La 10ème séance est le partage familial, nous joignons à ce groupe des policiers, leurs femmes pour témoigner de changements qui se sont opérés auprès de leurs maris après les 10 séances. Et lors de la célébration communautaire, nous leurs invitons encore de venir en couple.

Les changements sont visibles, par ce que, lorsque nous les invitons à la première séance, ce sont des hommes insouciants qui se présentent devant nous, certains sont même ivres. Mais après quelques séances, ils reviennent à l'ordre, ils deviennent plus disciplinés ; ils abordent certains sujets avec moins de brutalité, ils sont plus à l'aise et ouverts même pour le 5ème thème qui est celui de la sexualité.

La masculinité positive : « être un homme »

C'est le fait de se comporter de manière supposée propres aux hommes. C'est l'ensemble de caractéristiques de virilité de l'homme.

Dans toutes ces caractéristiques, la plupart dénotent un homme violent.Elles mettent l'homme dans une boite de masculinité à caractères violents. Et pourtant, il y a des caractéristiques qui n'incarnent pas la violence;

Ce sont notamment être: responsable, honnête, attentif, compatissant, prévoyant, travailleur, pacificateur, tendre, protecteur. Ces concepts caractérisent un homme sans violence, un homme positif.

C'est sur ces qualités que Living Peace, bâtie son objectif, qui est celui de reconstruire la société, la famille, la communauté des hommes positifs.

A l'issu de la formation, un policier déclare : "je ne montrais pas mon salaire à ma femme, c'était plus pour prendre la bière et me payer des relations avec d'autres femmes, je ne pouvais pas accepter que mes filles étudient, car je savais que faire étudier une fille ça ne sert à rien par ce que je le fais pour sa belle-famille.
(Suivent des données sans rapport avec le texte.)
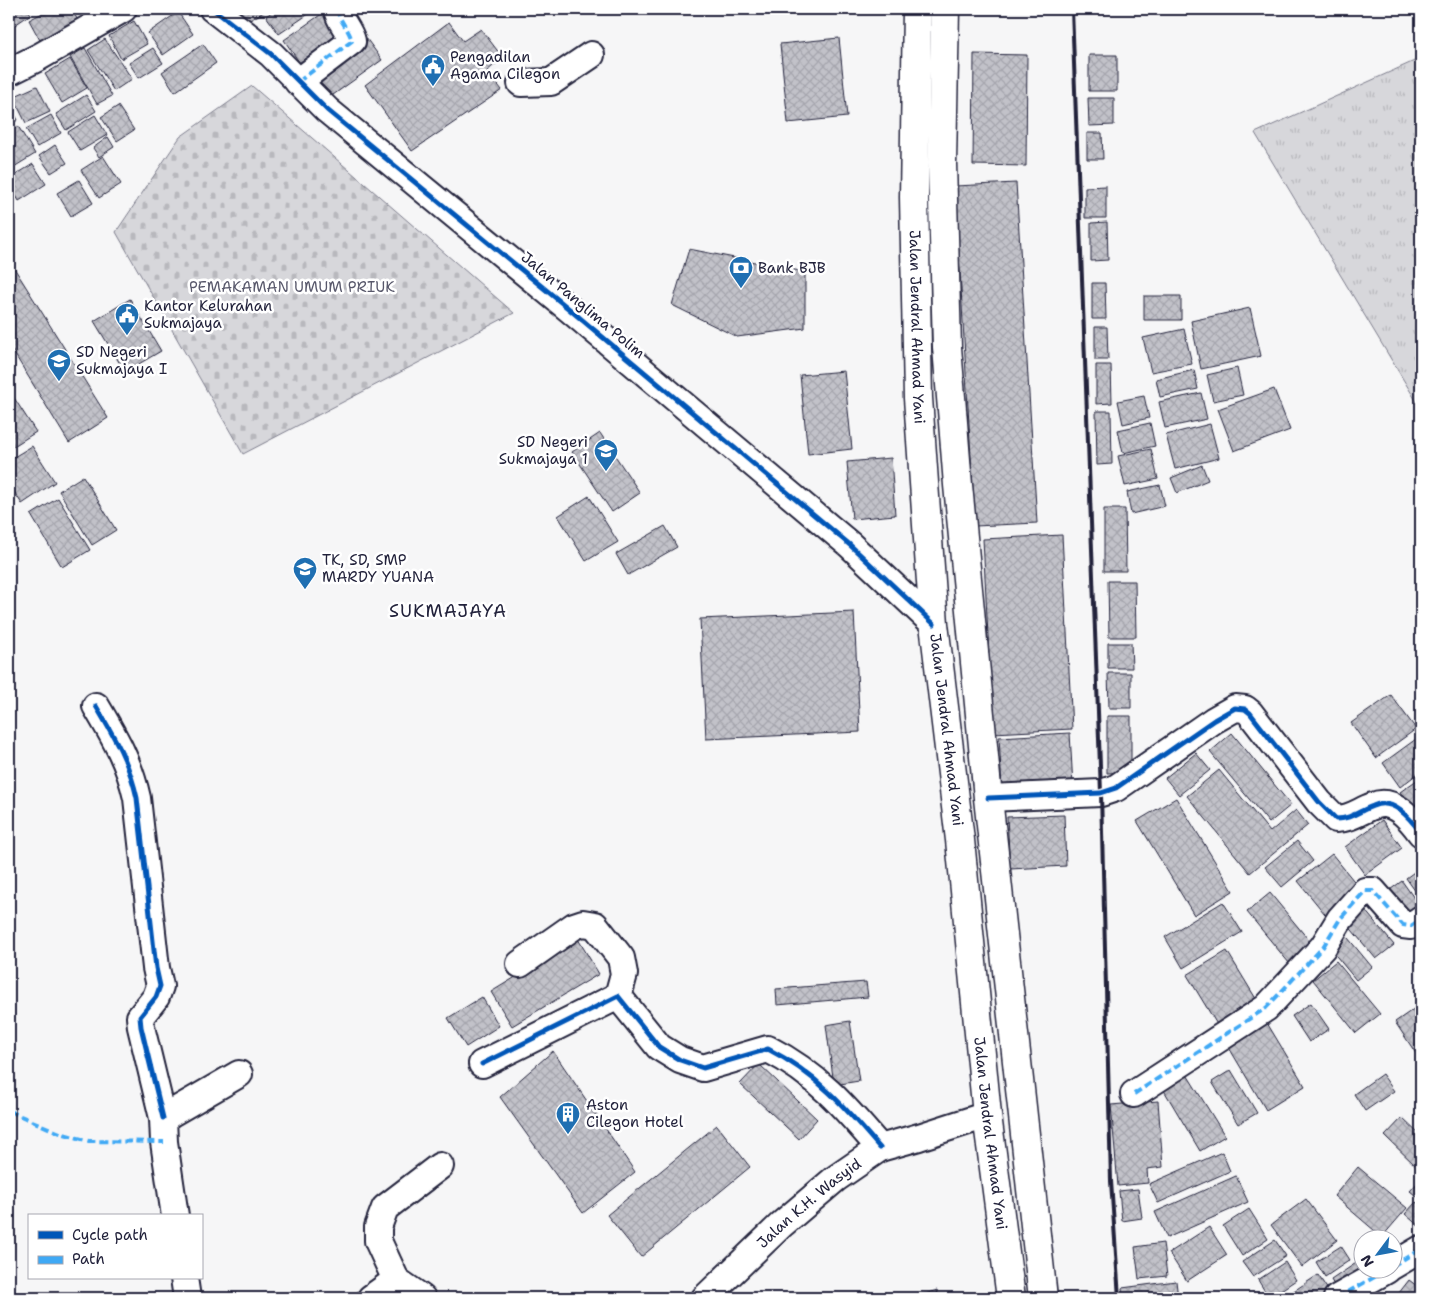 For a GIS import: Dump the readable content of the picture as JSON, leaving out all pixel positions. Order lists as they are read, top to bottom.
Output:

Mais après cette formation tous mes enfants étudient, je contribue aussi aux charges du ménage".

Une femme épouse d'un policier à la clôture des formations témoigne: « je suis vendeuse de braises, étant donné que j'ai eu seulement des filles, 5 au total, avec mon mari, il refusait de les faire étudier soi-disant que jusque-là je n'ai pas encore accouché par ce que je n'ai pas des garçons, il était très catégorique, chaque soir quand il arrivait à la maison, c'était le début des mésententes et des bagarres, je ne pouvais plus le supporter. Aujourd'hui, je suis impressionnée par le changement, c'est lui maintenant qui va payer pour les filles à l'école, il est régulièrement à la maison après son boulot, les voisins qui étaient habitués à nous entendre crier se demandent s'il est malade ou en voyage. C'est donc possible de devenir un vrai homme. »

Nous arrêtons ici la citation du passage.